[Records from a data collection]
———

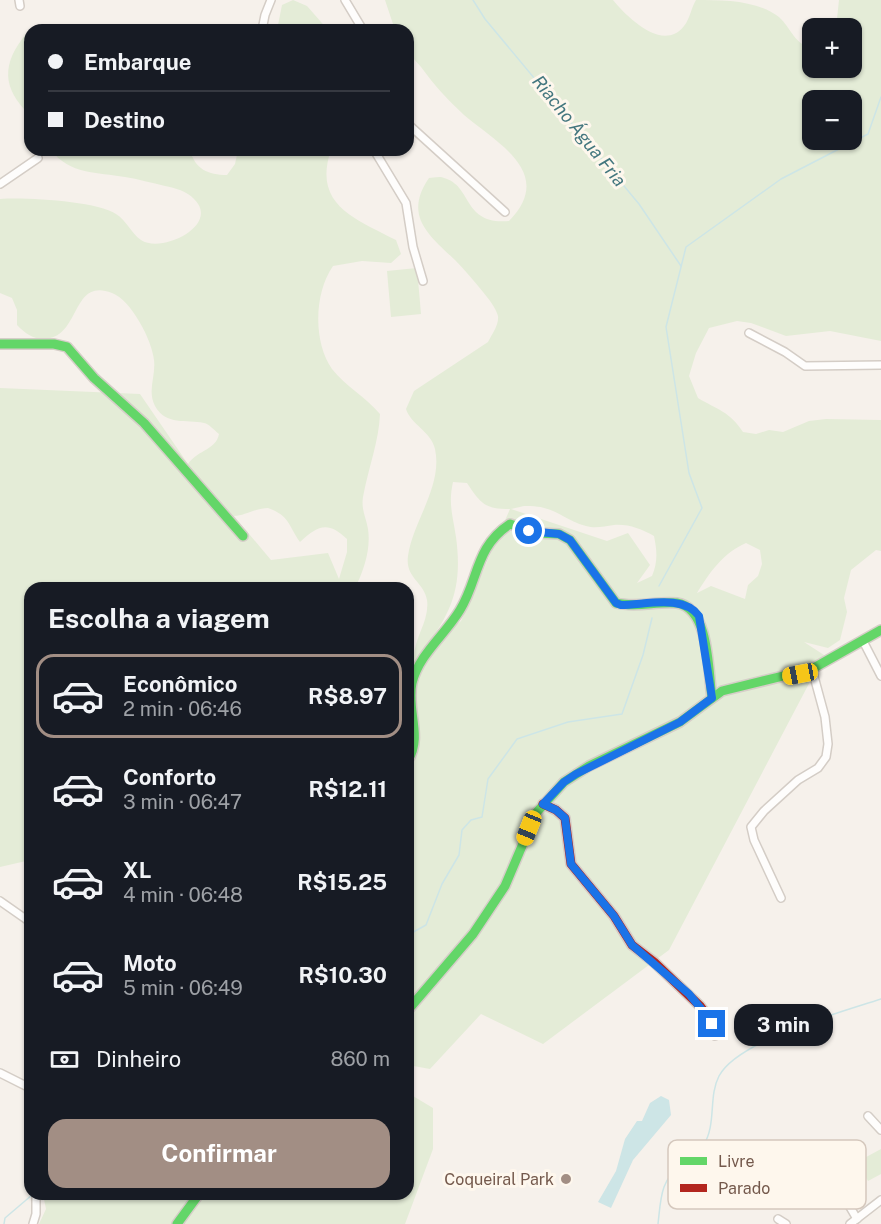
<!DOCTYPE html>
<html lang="pt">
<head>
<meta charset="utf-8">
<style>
  :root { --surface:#171b24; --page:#242831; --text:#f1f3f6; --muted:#9ea1a6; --line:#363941; --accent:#a28e84 }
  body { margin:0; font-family:"Public Sans",sans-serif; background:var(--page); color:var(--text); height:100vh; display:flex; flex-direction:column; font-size:22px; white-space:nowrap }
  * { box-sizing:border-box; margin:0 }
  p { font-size:20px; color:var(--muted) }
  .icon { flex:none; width:33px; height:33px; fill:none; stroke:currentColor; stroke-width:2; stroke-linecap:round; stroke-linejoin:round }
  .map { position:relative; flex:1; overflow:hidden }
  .drawer { position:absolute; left:24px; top:582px; width:390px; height:618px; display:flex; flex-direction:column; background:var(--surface); border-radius:18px; box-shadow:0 2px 4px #0004 }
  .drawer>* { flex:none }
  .top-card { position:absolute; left:24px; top:24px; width:390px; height:132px; border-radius:18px; box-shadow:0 2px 4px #0004; display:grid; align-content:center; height:132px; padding:0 24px; background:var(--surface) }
  .controls { position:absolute; left:802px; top:18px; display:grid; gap:12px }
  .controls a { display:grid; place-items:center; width:60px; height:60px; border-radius:12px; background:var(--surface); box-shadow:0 2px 4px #0004; font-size:30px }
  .end { position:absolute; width:27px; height:27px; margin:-14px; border:8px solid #1a73e8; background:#fff; box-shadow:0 0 0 3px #fff }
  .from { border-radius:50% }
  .bubble { position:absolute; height:42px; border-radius:18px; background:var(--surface); box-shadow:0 2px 4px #0004; font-size:20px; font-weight:700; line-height:42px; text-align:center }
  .car { position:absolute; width:18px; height:36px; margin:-18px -9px; border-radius:8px; box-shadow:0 0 4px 2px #0007; background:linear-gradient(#f5c518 24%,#345 0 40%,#f5c518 0 76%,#345 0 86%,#f5c518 0) }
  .top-card b { display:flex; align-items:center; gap:21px; height:57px; font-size:22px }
  .top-card b+b { border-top:2px solid var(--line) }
  .top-card i { width:15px; height:15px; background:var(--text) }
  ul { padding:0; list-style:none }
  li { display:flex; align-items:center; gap:18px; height:84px; margin:0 12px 9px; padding:0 12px; border:3px solid transparent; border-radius:18px }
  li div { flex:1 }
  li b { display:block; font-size:22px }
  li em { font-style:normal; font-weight:700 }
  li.current { border-color:var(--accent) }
  li>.icon { width:54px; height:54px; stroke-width:1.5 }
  h2 { padding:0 24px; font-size:27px; line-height:72px }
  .pay { display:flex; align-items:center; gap:15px; height:66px; padding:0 24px; font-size:22px }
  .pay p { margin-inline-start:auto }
  .button { display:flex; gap:12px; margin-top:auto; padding:12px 24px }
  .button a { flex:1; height:69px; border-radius:18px; background:var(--accent); color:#fff; font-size:24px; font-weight:700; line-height:69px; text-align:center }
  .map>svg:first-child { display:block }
  .green { fill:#e4ecd7; fill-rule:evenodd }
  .water { fill:#cde5e6 }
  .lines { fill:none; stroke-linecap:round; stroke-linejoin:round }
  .stream { stroke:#cde5e6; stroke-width:1.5 }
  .street-casing { stroke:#d4cdc6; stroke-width:10 }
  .fast-casing { stroke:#d6cec8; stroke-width:12 }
  .jam-casing { stroke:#d6cec8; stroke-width:12 }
  .street { stroke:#fefdfc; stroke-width:7 }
  .fast { stroke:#63d668; stroke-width:9 }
  .jam { stroke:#b3261e; stroke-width:9 }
  .route { stroke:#1a73e8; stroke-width:8 }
  .poi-dot { fill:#a28e84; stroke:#fef7ed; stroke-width:2 }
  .labels { text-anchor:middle; stroke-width:6; stroke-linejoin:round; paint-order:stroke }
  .poi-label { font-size:16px; fill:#74594c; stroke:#fef7ed; text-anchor:end }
  .water-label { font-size:18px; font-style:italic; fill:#44777f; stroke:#fef7ed }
  .key { fill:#fef7ed; stroke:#d5c8bd; stroke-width:1.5 }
  .key-label { font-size:16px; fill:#74594c }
</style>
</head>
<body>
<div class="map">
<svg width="881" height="1224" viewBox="0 0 881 1224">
  <rect width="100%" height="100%" fill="#f6f1eb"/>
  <g class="green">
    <polygon points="293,0 307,6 328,30 277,30 282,5"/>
    <path d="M385,0H613C627,17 663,53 684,26C690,19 691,8 696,0C724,0 756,0 779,17C791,28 795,45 813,49V68H852V28H836L839,0H881V341L830,331L786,336L751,323L737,321L709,328L696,353L689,376L698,398C718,410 729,411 743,432L756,434L769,430L783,432L809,421L826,419L881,420V551L876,550L851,570L844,598L847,612L840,640L828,648L804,642L824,655L669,950L543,1044L481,1014L430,1069L408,1065V654L414,659C413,639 430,621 427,600C424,582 405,578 408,556C413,521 443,486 435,449C431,431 411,425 406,409L414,391L488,342C492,334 499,325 498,316C496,308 488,298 483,292C474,281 465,270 455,260C429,235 403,216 429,178C433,178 440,176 444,178C473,186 462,225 509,221C556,173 497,143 464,115C448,100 434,85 421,67C417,62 409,55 408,48C407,43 408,36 408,30H395ZM813,100H852V140H813ZM453,482L467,483C481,504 485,509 510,509L461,621L420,654C451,615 463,589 456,537C453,516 448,504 453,482ZM524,506C556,505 560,519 586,526C596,529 604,526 614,525C629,524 641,529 654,536C657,551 658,562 652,576L637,583L650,565L628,533L607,541L511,509ZM746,543L760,550L762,564L758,576L748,585L745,599L711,586L697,593C710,572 723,553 746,543Z"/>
    <path d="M30,33V115C1,88 2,63 26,34Z"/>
    <path d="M51,150H190C195,169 208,175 227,175L235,164L238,150H331C312,205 356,219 396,240L401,254L391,263L362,261L333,266C314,293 313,342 332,369C345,386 366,397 380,414C379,441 368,469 363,497C361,510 366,517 368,529C371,549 364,570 355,588H30V862L26,861L0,867V388L140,394L188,464C199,449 216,450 219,434C214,430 209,424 204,423C186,419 166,426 155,406C147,391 156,376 154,360C152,340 131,300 112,293C71,277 81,337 45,339C32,339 25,333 17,325V310L12,298L0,293V199C25,197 97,201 116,214C127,221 131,233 141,240C162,254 221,225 194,199C187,191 175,188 165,186C152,183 138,179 125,177C97,172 70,175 51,150ZM268,508C290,516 288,525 300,542C318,525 328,521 347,539V552L339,579L328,553L271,560L234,516C245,516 252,509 268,508Z"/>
    <polygon points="417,268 421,314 391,317 387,271"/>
    <polygon points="408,1093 433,1108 433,1149 405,1224 39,1224 46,1209 43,1194 408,1194"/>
    <polygon points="881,1149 881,1174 868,1181 857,1162"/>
  </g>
  <polygon class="water" points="661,1096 669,1100 671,1115 633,1160 611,1208 598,1202 616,1171 625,1139 637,1121 642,1121 650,1103"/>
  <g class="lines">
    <g class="stream">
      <polyline points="473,0 485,19 639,204 681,266"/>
      <polyline points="659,586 702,508 689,473 666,327 686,247 781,179 868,134 881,97"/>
      <polyline points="408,935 426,925 442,884 459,855 462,830 471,820 482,817 488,779 517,739 568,722 622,714 643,655 652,618"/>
      <polyline points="4,1224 5,1218 32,1195"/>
      <path d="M658,1224C661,1198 660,1181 682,1163C688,1158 699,1153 703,1146C717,1125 708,1097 719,1076C738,1040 842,1012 881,999"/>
    </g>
    <g class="street-casing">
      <g id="street">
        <polyline points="19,0 20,6"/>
        <polyline points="345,0 363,30"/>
        <polyline points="262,30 265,15 271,0"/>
        <polyline points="408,124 505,212"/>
        <polyline points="374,150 406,203 413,247 423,281"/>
        <polyline points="0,184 38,158"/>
        <polyline points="749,333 785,352 805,366 881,365"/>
        <polyline points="863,641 881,676"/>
        <polyline points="781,898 754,840 751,827 764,811 798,780 818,768 826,757 828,744 825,717 812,669"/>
        <polyline points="0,901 30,922"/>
        <polyline points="0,1073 30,1088"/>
        <polyline points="868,1116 881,1130"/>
        <polyline points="836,1183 857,1219"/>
        <polyline points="778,1219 786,1224"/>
        <polyline points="33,1224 36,1214 36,1194"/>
        <polyline points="850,1224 881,1200"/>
      </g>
    </g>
    <g class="fast-casing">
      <g id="fast">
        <polyline points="0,344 54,344 67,347 94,378 144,423 243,536"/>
        <path d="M408,760C423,737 406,709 412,683C419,654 445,635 460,610C479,579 475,547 510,524L536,533L559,534L570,540L616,603C637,608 656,601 677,603C710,608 708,672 712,698"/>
        <polyline points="408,1010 473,934 505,886 536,813 564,782 589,766 680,722 722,691 812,669 881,630"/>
        <polyline points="177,1224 199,1194"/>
      </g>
    </g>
    <g class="jam-casing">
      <polyline id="jam" points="543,804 556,810 565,818 571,864 614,916 632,945 654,962 700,1006 708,1017 715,1035"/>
    </g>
    <use href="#street" class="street"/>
    <use href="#fast" class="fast"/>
    <use href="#jam" class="jam"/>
  </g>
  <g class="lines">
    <path class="route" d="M529,531L559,534L570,540L616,603L621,605C645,605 683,594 699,616L712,698L680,722L576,774L564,782L543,804L556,810L565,818L571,864L614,916L632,945L689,994L708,1017L712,1024"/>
  </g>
  <circle class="poi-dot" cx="566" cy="1179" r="6"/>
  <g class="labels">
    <g class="poi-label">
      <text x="554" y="1185">Coqueiral Park</text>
    </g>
    <g class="water-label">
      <text transform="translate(579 131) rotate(51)" y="6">Riacho Água Fria</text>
    </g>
  </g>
  <rect x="668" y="1140" width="198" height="69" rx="9" class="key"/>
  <rect x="680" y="1157" width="27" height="8" fill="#63d668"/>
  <rect x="680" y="1184" width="27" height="8" fill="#b3261e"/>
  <g class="key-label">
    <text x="718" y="1167">Livre</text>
    <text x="718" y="1194">Parado</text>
  </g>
</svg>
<div class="controls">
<a>+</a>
<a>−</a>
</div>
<i class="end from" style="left:529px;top:531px"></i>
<i class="end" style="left:712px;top:1024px"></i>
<div class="bubble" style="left:734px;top:1004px;width:99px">3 min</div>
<i class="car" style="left:800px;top:674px;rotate:259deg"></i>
<i class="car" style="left:529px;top:828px;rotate:202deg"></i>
<div class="top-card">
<b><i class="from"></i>Embarque</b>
<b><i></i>Destino</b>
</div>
<section class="drawer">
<h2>Escolha a viagem</h2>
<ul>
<li class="current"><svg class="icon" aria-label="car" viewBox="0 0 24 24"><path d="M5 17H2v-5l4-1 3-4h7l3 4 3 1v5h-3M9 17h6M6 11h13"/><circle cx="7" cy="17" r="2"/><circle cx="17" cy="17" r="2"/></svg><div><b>Econômico</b><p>2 min · 06:46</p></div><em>R$8.97</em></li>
<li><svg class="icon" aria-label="car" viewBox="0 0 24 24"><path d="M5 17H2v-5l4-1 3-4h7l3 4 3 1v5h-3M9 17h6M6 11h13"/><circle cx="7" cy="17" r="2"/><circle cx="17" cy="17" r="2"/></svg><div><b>Conforto</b><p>3 min · 06:47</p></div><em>R$12.11</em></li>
<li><svg class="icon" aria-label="car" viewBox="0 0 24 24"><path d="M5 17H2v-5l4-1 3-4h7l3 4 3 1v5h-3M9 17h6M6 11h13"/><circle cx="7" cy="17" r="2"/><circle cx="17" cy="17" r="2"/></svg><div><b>XL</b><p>4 min · 06:48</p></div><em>R$15.25</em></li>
<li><svg class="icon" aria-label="car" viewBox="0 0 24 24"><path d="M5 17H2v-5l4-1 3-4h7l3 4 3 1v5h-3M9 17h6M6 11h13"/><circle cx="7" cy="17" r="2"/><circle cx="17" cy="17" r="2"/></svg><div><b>Moto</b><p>5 min · 06:49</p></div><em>R$10.30</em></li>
</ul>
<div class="pay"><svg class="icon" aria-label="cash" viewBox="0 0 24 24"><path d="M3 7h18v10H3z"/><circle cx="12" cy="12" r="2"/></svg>Dinheiro<p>860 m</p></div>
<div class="button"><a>Confirmar</a></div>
</section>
</div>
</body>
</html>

———

**WORK ITEM:**
Look through the entries above, and wherever a line holds the string "direction", copy it.

**EXERCISE OUTPUT:**
  body { margin:0; font-family:"Public Sans",sans-serif; background:var(--page); color:var(--text); height:100vh; display:flex; flex-direction:column; font-size:22px; white-space:nowrap }
  .drawer { position:absolute; left:24px; top:582px; width:390px; height:618px; display:flex; flex-direction:column; background:var(--surface); border-radius:18px; box-shadow:0 2px 4px #0004 }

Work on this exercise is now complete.